Wednesday, June 5, 2013

Deflation and Metamorphosis

“Corollary to Murphy's Law: If you tell the boss that you were late for work because you had a flat tire, the next morning you will have a flat tire.”
George Edward Woodberry
When I raced in my first triathlon in July 1994, the only thing that really worried me was getting a flat tire. At the time, the idea of having to sit at the side of the road trying to replace a blown inner tube while everyone else was zooming past was somehow a Titanic-like prospect to me. I was doing the triathlon on a borrowed road bike and I had also borrowed a pump, which I clumsily duct-taped to the top tube; during my ride it shifted position and poked into my stomach each time I tried to bend over into the drops.

It was one of those old-fashioned pumps, the kind I used to have attached to my bike as a kid: a long silver tube with a little hose that was stuffed into a hole in the handle and which you screwed onto the valve to use. Of course in the race, the Presta valve on my road bike tires would not have fit the Schrader valve on the little hose, so I had also borrowed a brass adapter to make it all compatible. I was ready. As it happened, somewhere along the bike ride, the little hose slid out of its hole in the pump, fell to earth and, like Dorothy’s ruby slippers, was lost forever. But I didn’t know that at the time so I finished my maiden 40k bike feeling safe, protected, and chastely unpunctured.
My fear of flat tires that first day nearly twenty years ago must have been born of prescience, as I have had more of them than any cyclist I know. I am actually one of those people you see during a race at the side of the road - bike upside down with one wheel lying on the ground and a discarded inner tube curled around his feet - and are glad you are not him.

Most recently, the rear tire on my commuting bike experienced a series of slow leaks. Each morning I would come out to find the tire flat, with no apparent cause. I could find nothing whatsoever wrong with the tire or the rim, and stupidly I kept replacing tubes at the rate of about one a week. For a while, I actually suspected that a neighbour was sneaking into my garage each night and letting the air out. Yes, I did eventually go out and buy a new tire, and yes it’s fixed. The functionality of my commuting bike has recently become less relevant, as I will describe below.
At the Race Across the West in 2010 we were puzzled about repeated flats in the desert until we noticed that there was a large spike-like thorn from a cactus embedded in what had been advertised as an unbreachable tire. Luckily I had my crew to change the tires for me; if I had had to do it myself at that point in the race I probably would have just lain down and let the vultures have me.

My T1 prayer:
just this once...please, no flats
At Ironman Canada in 2011, I had two flats: one while climbing Richter Pass and the other just before the out and back section at 100k. I was lucky enough to have the second one right next to the terrific support van from The Bike Barn. The observant tech volunteer noticed that my rim tape had shifted, exposing my tube to the holes in the rim, which explained the recurring blowouts. A new piece of tape, a replaced inner tube and I was on my way. Like Chrissie Wellington blowing away her one CO2 cartridge without getting any into the tire while leading the race in Kona, two flats in one Ironman comes under my personal definition of Worst Case Race Scenario. Having undergone it once, I like to think that if the Universe is inflating as it should, I should be exempt in the future.
One good thing about every flat tire I have ever had is that somehow I have gotten each one fixed and then carried on. I have learned to say "OK, it’s happened; now what do we do?" Those who have never flatted have not had this opportunity; they are still waiting and worrying about what they will do when it eventually does happen. I have learned what life is like on the far side of a flat and I feel somehow richer for the experience. And I’ve learned that the only wrong thing you can do is to do nothing.

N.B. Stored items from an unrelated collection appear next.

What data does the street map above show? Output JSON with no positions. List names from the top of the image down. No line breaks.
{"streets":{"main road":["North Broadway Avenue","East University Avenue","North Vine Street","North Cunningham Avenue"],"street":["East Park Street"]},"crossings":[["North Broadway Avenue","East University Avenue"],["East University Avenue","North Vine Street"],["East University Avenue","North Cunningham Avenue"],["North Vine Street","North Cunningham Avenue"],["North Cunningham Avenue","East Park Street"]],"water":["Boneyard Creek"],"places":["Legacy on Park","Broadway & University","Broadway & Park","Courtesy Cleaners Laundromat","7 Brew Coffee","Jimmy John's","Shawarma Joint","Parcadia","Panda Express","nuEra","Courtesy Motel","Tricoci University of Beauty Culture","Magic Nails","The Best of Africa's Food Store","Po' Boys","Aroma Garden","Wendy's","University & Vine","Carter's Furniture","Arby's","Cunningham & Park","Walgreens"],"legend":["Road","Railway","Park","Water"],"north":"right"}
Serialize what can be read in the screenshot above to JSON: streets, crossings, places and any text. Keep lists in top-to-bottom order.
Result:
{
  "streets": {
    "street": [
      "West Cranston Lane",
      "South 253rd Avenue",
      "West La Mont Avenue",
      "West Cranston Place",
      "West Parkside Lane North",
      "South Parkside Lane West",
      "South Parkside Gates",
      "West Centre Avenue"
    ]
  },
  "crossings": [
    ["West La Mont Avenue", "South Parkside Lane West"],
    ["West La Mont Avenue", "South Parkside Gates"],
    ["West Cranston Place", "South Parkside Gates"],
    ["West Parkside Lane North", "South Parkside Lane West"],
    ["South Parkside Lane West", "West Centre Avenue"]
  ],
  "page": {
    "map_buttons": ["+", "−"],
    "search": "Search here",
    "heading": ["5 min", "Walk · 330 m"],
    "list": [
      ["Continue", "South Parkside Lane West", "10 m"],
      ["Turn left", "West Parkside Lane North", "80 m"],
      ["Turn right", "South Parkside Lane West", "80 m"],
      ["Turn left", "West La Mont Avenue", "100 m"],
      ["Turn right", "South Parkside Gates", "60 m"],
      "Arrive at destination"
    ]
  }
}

A flat tire during a bike ride is an event that requires that you stop, assess the situation, consider the options, and choose your next steps: you can sit at the roadside communing with the mosquitos and looking forlorn until someone comes along to help; you can call your wife to come and pick you up; or you can fix the problem and get on your way. A world of choices appears that wasn’t there before.

A few weeks ago I was presented with another such challenge when the financial industry job I had held for many years was erased from existence by the company I worked for and I was suddenly unemployed. Not their fault any more than a flat tire is the fault of the bike, but the feeling was somewhat the same: OK, it’s happened; now what do we do? I have found myself presented with myriad choices that weren’t there before. And like standing beside my disabled bicycle in the blazing August sun halfway up Richter Pass, doing nothing is the only unacceptable option.

Many choices. All the better for getting on my way again.